### Your objective
Quote the entries below from the line with "M1112 1046V1098L1087 1063 1089 1051Z" through the line with "M936 486 941 467", both ends included, and only those lines.

### Provided material

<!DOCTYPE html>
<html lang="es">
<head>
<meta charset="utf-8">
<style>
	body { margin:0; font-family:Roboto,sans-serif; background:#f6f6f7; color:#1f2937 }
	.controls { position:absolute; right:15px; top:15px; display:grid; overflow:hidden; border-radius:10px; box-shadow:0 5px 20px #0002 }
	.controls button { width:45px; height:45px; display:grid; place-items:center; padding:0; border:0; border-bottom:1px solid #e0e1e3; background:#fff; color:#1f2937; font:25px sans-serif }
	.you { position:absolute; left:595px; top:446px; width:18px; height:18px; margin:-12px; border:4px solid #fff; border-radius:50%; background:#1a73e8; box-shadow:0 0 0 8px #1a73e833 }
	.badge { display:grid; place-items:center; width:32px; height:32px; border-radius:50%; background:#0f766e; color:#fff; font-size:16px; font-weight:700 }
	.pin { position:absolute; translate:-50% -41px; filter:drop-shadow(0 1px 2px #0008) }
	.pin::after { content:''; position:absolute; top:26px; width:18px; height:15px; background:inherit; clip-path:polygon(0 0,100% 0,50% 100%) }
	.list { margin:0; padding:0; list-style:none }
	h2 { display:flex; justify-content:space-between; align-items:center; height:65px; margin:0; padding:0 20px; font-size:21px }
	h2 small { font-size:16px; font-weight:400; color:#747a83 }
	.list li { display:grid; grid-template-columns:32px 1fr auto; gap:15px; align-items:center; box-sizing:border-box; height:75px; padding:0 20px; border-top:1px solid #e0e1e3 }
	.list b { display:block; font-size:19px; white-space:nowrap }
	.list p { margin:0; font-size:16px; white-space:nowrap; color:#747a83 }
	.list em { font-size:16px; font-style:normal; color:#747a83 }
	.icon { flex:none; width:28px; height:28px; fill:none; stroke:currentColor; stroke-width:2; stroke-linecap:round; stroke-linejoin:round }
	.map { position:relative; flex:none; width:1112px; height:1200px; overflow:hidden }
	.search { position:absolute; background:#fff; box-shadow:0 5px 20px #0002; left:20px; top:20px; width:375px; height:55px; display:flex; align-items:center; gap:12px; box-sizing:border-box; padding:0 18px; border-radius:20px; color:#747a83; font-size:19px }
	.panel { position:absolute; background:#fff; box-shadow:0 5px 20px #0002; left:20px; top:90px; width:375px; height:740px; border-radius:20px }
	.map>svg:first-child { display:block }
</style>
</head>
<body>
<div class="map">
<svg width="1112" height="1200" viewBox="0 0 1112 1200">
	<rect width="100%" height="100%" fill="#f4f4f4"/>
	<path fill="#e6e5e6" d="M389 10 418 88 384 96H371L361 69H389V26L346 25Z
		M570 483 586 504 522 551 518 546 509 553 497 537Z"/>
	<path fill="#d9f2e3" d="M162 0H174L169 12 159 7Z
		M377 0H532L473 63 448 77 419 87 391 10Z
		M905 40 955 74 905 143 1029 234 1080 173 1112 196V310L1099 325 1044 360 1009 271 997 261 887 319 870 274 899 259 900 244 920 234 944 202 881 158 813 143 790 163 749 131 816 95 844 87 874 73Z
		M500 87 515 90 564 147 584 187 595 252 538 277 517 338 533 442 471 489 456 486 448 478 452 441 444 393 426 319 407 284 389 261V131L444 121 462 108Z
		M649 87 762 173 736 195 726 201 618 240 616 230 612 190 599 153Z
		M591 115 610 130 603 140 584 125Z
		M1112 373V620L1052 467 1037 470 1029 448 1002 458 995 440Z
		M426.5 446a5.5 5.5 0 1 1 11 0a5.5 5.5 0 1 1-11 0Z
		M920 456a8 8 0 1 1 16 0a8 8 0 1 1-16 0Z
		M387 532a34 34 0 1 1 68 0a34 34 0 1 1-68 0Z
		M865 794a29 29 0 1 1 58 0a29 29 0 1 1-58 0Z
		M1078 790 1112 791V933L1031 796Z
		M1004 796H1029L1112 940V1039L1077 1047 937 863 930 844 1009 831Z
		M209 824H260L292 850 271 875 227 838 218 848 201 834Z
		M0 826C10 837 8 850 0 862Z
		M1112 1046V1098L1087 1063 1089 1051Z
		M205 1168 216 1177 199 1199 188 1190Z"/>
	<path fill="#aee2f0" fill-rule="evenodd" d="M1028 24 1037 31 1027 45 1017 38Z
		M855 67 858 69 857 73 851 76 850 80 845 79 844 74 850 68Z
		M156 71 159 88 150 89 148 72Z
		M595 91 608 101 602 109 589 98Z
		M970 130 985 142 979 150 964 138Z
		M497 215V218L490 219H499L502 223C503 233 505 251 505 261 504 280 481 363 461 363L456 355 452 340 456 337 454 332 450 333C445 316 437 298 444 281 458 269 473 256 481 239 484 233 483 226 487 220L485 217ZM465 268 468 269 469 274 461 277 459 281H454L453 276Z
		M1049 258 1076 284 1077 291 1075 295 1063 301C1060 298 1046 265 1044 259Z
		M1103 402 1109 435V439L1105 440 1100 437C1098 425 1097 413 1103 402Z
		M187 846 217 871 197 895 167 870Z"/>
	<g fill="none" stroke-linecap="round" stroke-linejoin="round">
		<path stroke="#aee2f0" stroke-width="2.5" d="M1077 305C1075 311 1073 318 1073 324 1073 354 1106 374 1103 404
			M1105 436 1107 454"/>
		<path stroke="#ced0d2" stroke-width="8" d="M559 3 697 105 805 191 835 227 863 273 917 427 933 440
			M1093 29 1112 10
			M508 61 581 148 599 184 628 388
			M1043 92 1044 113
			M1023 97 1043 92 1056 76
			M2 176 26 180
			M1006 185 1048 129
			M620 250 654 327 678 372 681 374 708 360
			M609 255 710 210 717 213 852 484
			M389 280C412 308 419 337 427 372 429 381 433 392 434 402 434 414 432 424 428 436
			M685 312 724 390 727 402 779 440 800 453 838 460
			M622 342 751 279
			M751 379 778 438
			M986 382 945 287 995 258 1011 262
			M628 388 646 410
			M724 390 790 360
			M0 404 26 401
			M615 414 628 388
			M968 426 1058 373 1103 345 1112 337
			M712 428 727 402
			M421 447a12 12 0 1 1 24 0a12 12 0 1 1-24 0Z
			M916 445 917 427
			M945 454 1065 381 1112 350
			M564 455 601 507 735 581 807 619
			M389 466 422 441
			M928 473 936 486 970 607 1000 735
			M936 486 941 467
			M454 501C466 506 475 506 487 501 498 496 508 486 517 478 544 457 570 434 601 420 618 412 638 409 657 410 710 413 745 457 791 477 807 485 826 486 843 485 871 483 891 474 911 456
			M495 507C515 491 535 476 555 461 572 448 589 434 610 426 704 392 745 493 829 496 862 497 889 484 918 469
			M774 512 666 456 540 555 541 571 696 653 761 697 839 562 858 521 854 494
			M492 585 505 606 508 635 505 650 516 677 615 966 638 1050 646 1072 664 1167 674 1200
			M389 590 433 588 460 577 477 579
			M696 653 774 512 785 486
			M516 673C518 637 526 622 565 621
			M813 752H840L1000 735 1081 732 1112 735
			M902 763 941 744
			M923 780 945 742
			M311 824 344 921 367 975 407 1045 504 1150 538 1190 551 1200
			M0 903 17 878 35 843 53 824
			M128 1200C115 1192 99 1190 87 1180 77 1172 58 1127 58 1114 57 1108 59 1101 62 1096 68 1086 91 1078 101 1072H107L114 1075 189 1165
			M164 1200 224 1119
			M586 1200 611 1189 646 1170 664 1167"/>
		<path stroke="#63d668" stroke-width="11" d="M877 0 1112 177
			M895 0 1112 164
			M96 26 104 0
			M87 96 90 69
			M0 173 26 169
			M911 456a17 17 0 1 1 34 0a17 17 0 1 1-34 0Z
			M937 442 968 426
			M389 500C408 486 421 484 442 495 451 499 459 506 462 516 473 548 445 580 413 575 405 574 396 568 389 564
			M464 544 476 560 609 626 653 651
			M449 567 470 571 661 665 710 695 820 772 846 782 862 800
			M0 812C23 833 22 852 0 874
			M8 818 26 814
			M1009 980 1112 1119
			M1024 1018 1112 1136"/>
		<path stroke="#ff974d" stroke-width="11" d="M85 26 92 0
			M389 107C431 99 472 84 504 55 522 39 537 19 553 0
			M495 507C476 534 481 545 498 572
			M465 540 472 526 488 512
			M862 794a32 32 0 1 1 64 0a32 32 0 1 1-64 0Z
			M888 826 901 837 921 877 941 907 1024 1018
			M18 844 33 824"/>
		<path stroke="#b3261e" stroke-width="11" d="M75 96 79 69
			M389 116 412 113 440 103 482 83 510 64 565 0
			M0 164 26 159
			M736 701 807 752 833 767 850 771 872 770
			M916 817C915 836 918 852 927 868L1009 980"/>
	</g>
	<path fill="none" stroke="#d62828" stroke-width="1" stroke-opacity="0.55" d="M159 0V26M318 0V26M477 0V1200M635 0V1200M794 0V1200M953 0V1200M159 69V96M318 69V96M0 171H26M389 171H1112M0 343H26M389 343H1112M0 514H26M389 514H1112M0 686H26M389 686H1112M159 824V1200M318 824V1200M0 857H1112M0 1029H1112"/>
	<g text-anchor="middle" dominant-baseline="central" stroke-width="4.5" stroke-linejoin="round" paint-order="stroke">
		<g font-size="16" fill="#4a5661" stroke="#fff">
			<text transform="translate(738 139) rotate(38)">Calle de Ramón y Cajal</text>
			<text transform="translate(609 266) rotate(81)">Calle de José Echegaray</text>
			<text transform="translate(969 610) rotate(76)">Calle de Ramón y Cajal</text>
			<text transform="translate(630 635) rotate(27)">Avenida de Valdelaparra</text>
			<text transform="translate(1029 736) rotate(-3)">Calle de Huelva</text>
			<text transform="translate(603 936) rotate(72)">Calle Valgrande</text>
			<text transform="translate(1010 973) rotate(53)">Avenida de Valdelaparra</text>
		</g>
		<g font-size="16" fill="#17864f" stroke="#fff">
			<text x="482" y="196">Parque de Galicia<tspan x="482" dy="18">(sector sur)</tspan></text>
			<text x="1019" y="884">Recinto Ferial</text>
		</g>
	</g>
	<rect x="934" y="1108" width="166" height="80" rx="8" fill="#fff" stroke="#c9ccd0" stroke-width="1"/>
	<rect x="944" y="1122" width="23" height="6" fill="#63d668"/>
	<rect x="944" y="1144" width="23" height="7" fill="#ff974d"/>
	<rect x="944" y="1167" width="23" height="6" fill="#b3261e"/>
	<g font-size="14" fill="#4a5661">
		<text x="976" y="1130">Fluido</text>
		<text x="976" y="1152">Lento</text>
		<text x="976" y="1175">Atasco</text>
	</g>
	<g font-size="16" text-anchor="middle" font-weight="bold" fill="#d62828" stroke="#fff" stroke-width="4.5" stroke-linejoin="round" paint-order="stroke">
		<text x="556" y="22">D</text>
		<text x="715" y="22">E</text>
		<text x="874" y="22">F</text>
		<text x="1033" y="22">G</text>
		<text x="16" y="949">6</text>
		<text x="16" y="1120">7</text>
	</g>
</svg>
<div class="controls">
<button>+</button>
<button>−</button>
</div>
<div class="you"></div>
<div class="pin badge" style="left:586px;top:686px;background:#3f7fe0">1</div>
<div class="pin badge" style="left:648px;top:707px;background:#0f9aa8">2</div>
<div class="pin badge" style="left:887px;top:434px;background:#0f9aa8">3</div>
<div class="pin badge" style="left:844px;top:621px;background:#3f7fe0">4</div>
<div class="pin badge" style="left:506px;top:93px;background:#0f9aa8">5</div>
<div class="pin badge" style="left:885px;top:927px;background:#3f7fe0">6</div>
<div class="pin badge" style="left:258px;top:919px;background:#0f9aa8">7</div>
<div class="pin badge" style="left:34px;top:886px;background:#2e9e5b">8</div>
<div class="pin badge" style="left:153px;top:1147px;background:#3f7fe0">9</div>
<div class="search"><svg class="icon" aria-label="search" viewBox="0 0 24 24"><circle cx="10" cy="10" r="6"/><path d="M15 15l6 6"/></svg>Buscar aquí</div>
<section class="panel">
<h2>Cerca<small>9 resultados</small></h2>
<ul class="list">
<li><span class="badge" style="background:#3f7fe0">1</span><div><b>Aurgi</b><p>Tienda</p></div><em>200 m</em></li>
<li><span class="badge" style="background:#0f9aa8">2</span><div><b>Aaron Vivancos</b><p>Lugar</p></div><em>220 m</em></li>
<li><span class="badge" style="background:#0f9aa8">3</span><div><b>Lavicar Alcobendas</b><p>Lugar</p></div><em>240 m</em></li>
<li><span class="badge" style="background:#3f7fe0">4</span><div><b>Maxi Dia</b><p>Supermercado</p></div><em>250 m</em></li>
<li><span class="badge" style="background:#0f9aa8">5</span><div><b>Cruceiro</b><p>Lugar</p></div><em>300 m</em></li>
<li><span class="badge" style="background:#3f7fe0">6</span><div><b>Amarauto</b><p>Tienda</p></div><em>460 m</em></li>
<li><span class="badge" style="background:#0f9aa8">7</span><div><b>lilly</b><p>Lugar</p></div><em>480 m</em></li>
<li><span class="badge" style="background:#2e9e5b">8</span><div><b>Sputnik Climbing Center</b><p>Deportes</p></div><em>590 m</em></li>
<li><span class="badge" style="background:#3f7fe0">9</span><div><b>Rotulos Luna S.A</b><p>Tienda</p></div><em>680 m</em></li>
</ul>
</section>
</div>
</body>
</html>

---

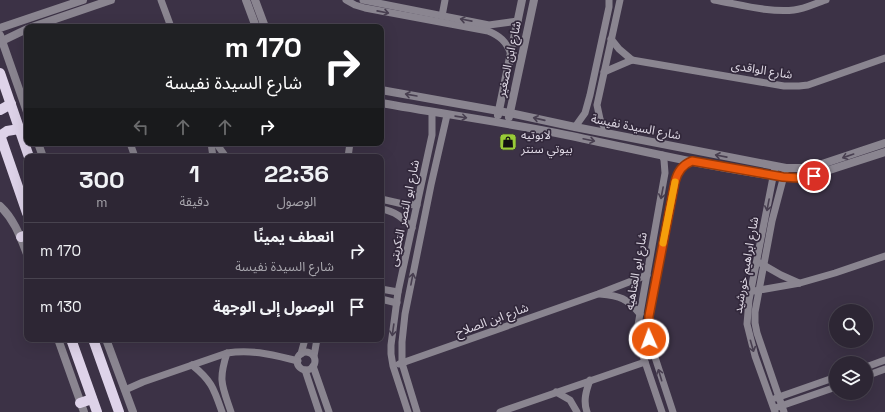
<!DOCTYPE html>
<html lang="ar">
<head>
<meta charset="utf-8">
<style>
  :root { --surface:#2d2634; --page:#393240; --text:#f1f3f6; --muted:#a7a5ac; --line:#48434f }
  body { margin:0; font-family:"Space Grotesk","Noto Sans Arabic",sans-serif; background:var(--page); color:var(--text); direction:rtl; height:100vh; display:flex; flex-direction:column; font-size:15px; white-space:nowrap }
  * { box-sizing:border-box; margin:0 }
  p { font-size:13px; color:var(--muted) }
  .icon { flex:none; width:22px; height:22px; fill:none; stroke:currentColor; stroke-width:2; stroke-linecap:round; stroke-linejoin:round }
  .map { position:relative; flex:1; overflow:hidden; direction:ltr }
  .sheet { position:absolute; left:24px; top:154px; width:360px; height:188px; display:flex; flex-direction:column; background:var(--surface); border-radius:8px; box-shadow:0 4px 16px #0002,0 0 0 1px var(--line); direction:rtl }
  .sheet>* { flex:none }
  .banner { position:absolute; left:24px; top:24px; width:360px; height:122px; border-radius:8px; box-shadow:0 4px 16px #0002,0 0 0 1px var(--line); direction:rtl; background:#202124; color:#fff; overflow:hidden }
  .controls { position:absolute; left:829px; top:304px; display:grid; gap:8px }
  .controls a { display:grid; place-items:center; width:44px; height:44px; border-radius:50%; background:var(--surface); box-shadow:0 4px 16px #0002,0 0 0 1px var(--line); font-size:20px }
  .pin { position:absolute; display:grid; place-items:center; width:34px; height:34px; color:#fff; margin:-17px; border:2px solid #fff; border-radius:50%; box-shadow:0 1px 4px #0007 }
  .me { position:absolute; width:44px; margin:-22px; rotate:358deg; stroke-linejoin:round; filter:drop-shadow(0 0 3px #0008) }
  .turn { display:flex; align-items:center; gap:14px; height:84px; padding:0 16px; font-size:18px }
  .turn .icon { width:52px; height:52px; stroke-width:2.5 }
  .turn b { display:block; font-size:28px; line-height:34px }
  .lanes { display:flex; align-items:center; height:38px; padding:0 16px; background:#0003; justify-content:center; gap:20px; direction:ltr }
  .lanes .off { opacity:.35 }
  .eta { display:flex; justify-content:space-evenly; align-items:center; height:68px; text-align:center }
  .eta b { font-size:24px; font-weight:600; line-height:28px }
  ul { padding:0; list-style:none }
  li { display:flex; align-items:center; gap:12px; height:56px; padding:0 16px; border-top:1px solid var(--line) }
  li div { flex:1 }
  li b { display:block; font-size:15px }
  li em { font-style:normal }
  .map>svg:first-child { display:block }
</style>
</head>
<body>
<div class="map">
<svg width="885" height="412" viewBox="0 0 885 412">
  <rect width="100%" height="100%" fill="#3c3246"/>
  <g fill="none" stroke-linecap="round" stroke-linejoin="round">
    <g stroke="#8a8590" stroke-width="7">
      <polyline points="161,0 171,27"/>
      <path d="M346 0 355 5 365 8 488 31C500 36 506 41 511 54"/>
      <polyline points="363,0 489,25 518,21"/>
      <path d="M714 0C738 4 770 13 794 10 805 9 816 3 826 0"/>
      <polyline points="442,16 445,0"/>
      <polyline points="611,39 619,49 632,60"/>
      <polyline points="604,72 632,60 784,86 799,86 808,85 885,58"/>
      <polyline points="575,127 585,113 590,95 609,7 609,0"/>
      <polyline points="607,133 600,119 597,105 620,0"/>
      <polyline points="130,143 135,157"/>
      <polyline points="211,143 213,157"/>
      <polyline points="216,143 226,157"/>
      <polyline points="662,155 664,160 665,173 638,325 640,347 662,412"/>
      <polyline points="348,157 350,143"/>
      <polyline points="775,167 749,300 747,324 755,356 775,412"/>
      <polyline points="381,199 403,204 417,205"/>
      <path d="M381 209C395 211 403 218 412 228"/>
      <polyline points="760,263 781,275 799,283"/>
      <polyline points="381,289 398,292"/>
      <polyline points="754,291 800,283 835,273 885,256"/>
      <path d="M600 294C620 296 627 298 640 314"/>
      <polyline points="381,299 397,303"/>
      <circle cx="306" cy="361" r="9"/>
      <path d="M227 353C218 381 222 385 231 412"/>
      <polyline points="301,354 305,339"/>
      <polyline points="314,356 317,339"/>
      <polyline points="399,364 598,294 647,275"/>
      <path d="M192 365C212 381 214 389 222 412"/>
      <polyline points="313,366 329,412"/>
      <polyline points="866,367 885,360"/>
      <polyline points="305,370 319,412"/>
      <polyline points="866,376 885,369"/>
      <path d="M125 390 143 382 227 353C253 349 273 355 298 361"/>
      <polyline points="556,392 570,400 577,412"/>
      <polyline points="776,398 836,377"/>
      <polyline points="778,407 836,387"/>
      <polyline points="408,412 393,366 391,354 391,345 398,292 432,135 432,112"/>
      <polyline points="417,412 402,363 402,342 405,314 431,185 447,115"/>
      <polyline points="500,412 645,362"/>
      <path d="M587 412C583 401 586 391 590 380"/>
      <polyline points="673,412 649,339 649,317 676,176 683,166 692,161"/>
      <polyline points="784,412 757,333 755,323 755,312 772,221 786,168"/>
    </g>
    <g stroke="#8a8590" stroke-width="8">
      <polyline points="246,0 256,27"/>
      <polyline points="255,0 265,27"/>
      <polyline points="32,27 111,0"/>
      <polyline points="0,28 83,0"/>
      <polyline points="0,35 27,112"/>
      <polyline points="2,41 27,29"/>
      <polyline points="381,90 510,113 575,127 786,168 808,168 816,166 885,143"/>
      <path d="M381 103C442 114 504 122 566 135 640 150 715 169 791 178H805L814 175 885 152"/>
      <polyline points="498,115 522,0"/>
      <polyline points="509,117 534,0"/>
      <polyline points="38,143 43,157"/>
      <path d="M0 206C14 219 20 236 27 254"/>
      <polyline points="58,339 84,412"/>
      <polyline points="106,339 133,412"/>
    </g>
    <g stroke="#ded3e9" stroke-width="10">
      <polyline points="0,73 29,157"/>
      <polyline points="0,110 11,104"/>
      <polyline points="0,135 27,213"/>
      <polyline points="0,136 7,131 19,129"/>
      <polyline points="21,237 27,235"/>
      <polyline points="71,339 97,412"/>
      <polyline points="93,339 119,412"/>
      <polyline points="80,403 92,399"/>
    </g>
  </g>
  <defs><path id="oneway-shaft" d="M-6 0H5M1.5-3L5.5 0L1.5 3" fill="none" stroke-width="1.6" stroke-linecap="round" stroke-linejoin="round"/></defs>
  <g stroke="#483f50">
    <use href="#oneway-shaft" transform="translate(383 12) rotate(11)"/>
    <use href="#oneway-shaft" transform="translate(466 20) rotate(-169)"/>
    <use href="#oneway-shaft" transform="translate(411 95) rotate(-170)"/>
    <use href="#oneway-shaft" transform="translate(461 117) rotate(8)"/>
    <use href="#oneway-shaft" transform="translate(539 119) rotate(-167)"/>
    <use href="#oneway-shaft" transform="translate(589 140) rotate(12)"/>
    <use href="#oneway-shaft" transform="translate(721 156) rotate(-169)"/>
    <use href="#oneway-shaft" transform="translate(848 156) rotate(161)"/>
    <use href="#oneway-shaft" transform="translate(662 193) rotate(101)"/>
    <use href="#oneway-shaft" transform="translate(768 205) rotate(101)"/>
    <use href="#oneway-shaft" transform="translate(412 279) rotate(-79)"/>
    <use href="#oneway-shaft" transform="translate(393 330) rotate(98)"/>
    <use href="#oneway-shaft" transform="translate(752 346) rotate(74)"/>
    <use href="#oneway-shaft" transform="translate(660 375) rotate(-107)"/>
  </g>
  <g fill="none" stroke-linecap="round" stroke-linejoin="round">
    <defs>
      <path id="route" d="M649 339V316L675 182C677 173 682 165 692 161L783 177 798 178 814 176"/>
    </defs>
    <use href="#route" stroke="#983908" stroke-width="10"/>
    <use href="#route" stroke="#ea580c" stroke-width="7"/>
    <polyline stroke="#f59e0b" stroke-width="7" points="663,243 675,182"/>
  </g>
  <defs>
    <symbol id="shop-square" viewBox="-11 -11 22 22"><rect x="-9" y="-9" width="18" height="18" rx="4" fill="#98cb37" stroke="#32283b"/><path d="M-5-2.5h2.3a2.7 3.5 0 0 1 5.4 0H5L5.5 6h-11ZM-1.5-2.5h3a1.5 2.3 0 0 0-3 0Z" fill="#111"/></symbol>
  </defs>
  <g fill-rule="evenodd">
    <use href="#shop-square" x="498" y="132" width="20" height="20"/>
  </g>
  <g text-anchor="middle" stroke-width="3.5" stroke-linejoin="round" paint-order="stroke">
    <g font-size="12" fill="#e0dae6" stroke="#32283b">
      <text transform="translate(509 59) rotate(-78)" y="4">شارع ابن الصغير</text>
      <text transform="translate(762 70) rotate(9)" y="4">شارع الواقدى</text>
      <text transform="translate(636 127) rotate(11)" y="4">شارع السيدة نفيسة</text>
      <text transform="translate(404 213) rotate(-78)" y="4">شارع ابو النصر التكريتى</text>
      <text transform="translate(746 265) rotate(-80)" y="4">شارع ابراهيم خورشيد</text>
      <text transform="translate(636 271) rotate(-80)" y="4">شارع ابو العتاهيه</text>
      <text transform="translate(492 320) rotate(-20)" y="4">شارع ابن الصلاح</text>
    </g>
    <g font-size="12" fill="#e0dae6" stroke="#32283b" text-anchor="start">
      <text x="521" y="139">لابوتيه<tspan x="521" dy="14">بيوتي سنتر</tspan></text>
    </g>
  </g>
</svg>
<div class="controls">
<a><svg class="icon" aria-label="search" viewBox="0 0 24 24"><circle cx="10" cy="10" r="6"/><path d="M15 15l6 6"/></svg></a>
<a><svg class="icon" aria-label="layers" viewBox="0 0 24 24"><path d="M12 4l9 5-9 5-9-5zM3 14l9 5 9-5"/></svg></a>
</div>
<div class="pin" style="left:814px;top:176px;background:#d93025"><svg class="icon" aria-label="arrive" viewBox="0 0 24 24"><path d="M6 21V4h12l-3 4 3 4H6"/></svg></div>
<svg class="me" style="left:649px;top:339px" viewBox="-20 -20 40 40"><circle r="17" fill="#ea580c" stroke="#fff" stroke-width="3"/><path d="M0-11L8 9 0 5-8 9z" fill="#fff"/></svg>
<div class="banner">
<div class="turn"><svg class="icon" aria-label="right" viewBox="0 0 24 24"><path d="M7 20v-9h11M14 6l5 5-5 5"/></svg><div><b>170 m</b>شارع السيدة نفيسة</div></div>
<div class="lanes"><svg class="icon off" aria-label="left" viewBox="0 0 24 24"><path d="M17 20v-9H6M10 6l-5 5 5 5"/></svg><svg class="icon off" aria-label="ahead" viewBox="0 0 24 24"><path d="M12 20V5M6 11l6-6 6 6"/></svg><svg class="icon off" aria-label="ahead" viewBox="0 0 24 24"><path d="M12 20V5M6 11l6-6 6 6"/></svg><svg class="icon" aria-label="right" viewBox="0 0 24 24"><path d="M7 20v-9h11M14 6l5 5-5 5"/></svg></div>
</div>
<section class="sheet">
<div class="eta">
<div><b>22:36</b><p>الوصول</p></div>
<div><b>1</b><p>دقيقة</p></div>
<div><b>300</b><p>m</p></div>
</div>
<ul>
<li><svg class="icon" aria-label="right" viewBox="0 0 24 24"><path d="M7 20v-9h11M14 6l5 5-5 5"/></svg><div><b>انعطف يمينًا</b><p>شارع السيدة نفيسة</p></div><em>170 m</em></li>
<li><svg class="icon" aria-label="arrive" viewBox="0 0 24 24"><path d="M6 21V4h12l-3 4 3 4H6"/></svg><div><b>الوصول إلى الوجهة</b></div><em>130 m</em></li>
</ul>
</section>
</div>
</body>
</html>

### Reply
		M1112 1046V1098L1087 1063 1089 1051Z
		M205 1168 216 1177 199 1199 188 1190Z"/>
	<path fill="#aee2f0" fill-rule="evenodd" d="M1028 24 1037 31 1027 45 1017 38Z
		M855 67 858 69 857 73 851 76 850 80 845 79 844 74 850 68Z
		M156 71 159 88 150 89 148 72Z
		M595 91 608 101 602 109 589 98Z
		M970 130 985 142 979 150 964 138Z
		M497 215V218L490 219H499L502 223C503 233 505 251 505 261 504 280 481 363 461 363L456 355 452 340 456 337 454 332 450 333C445 316 437 298 444 281 458 269 473 256 481 239 484 233 483 226 487 220L485 217ZM465 268 468 269 469 274 461 277 459 281H454L453 276Z
		M1049 258 1076 284 1077 291 1075 295 1063 301C1060 298 1046 265 1044 259Z
		M1103 402 1109 435V439L1105 440 1100 437C1098 425 1097 413 1103 402Z
		M187 846 217 871 197 895 167 870Z"/>
	<g fill="none" stroke-linecap="round" stroke-linejoin="round">
		<path stroke="#aee2f0" stroke-width="2.5" d="M1077 305C1075 311 1073 318 1073 324 1073 354 1106 374 1103 404
			M1105 436 1107 454"/>
		<path stroke="#ced0d2" stroke-width="8" d="M559 3 697 105 805 191 835 227 863 273 917 427 933 440
			M1093 29 1112 10
			M508 61 581 148 599 184 628 388
			M1043 92 1044 113
			M1023 97 1043 92 1056 76
			M2 176 26 180
			M1006 185 1048 129
			M620 250 654 327 678 372 681 374 708 360
			M609 255 710 210 717 213 852 484
			M389 280C412 308 419 337 427 372 429 381 433 392 434 402 434 414 432 424 428 436
			M685 312 724 390 727 402 779 440 800 453 838 460
			M622 342 751 279
			M751 379 778 438
			M986 382 945 287 995 258 1011 262
			M628 388 646 410
			M724 390 790 360
			M0 404 26 401
			M615 414 628 388
			M968 426 1058 373 1103 345 1112 337
			M712 428 727 402
			M421 447a12 12 0 1 1 24 0a12 12 0 1 1-24 0Z
			M916 445 917 427
			M945 454 1065 381 1112 350
			M564 455 601 507 735 581 807 619
			M389 466 422 441
			M928 473 936 486 970 607 1000 735
			M936 486 941 467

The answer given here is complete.